*Dataset content:*
-.-.-
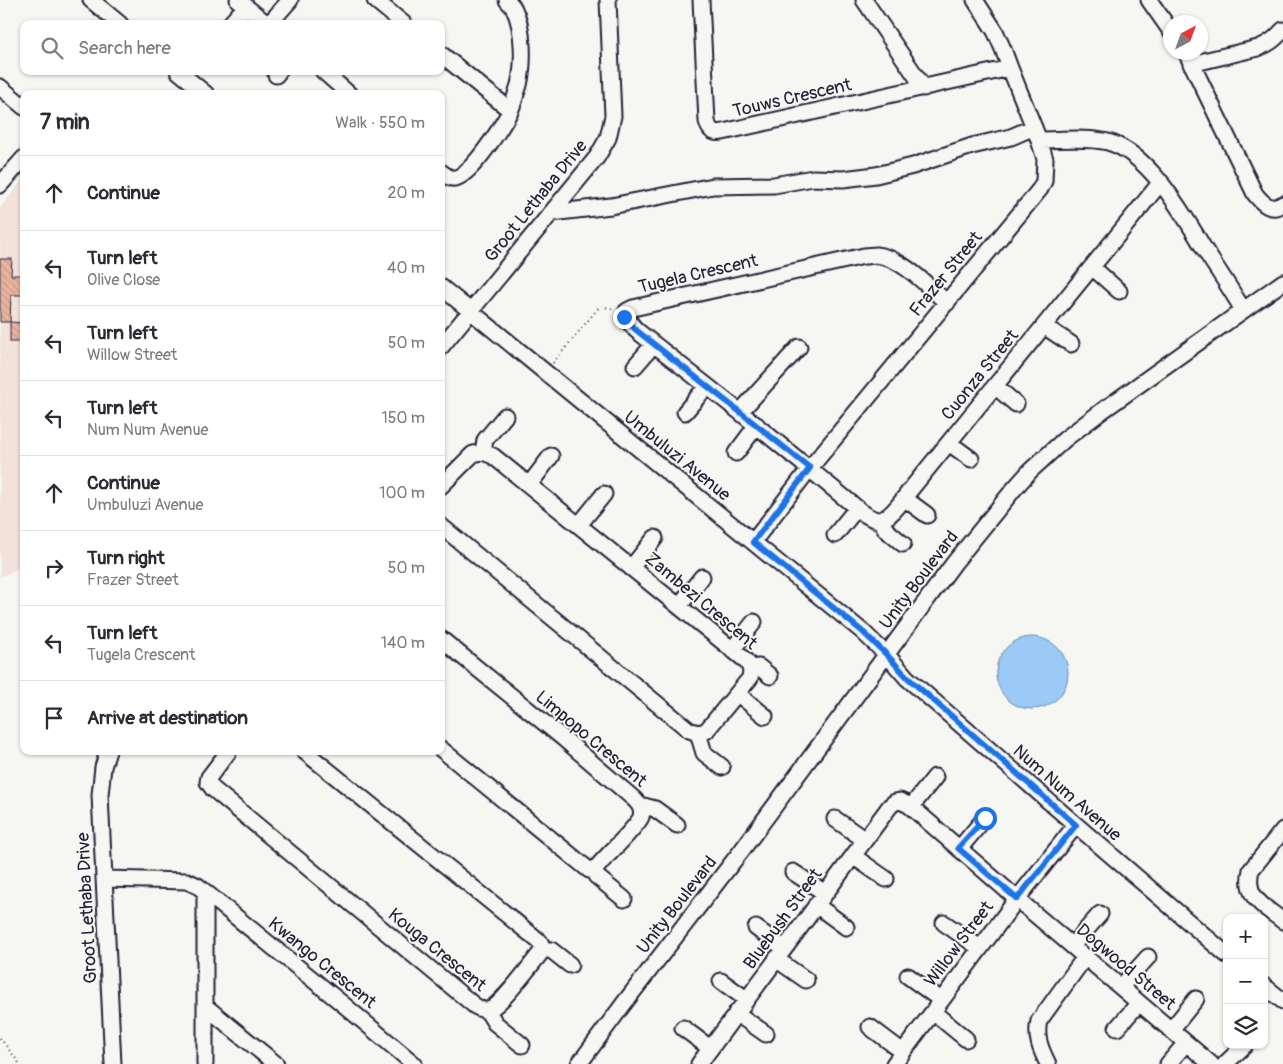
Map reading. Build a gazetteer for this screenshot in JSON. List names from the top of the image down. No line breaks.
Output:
{"streets":{"street":["Touws Crescent","Groot Lethaba Drive","Tugela Crescent","Frazer Street","Cuonza Street","Umbuluzi Avenue","Unity Boulevard","Zambezi Crescent","Limpopo Crescent","Num Num Avenue","Bluebush Street","Willow Street","Kouga Crescent","Kwango Crescent","Dogwood Street"]},"crossings":[["Touws Crescent","Frazer Street"],["Groot Lethaba Drive","Umbuluzi Avenue"],["Groot Lethaba Drive","Kwango Crescent"],["Tugela Crescent","Frazer Street"],["Frazer Street","Umbuluzi Avenue"],["Umbuluzi Avenue","Unity Boulevard"],["Umbuluzi Avenue","Num Num Avenue"],["Unity Boulevard","Num Num Avenue"],["Num Num Avenue","Willow Street"],["Bluebush Street","Dogwood Street"],["Willow Street","Dogwood Street"]],"north":"top right","page":{"search":"Search here","heading":["7 min","Walk · 550 m"],"list":[["Continue","20 m"],["Turn left","Olive Close","40 m"],["Turn left","Willow Street","50 m"],["Turn left","Num Num Avenue","150 m"],["Continue","Umbuluzi Avenue","100 m"],["Turn right","Frazer Street","50 m"],["Turn left","Tugela Crescent","140 m"],"Arrive at destination"],"map_buttons":["+","−"]}}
-.-.-
*What is being asked:*
The full text of the data above, exact and without pictures, is what to return.

*Exercise answer:*
Map reading. Build a gazetteer for this screenshot in JSON. List names from the top of the image down. No line breaks.
Output:
{"streets":{"street":["Touws Crescent","Groot Lethaba Drive","Tugela Crescent","Frazer Street","Cuonza Street","Umbuluzi Avenue","Unity Boulevard","Zambezi Crescent","Limpopo Crescent","Num Num Avenue","Bluebush Street","Willow Street","Kouga Crescent","Kwango Crescent","Dogwood Street"]},"crossings":[["Touws Crescent","Frazer Street"],["Groot Lethaba Drive","Umbuluzi Avenue"],["Groot Lethaba Drive","Kwango Crescent"],["Tugela Crescent","Frazer Street"],["Frazer Street","Umbuluzi Avenue"],["Umbuluzi Avenue","Unity Boulevard"],["Umbuluzi Avenue","Num Num Avenue"],["Unity Boulevard","Num Num Avenue"],["Num Num Avenue","Willow Street"],["Bluebush Street","Dogwood Street"],["Willow Street","Dogwood Street"]],"north":"top right","page":{"search":"Search here","heading":["7 min","Walk · 550 m"],"list":[["Continue","20 m"],["Turn left","Olive Close","40 m"],["Turn left","Willow Street","50 m"],["Turn left","Num Num Avenue","150 m"],["Continue","Umbuluzi Avenue","100 m"],["Turn right","Frazer Street","50 m"],["Turn left","Tugela Crescent","140 m"],"Arrive at destination"],"map_buttons":["+","−"]}}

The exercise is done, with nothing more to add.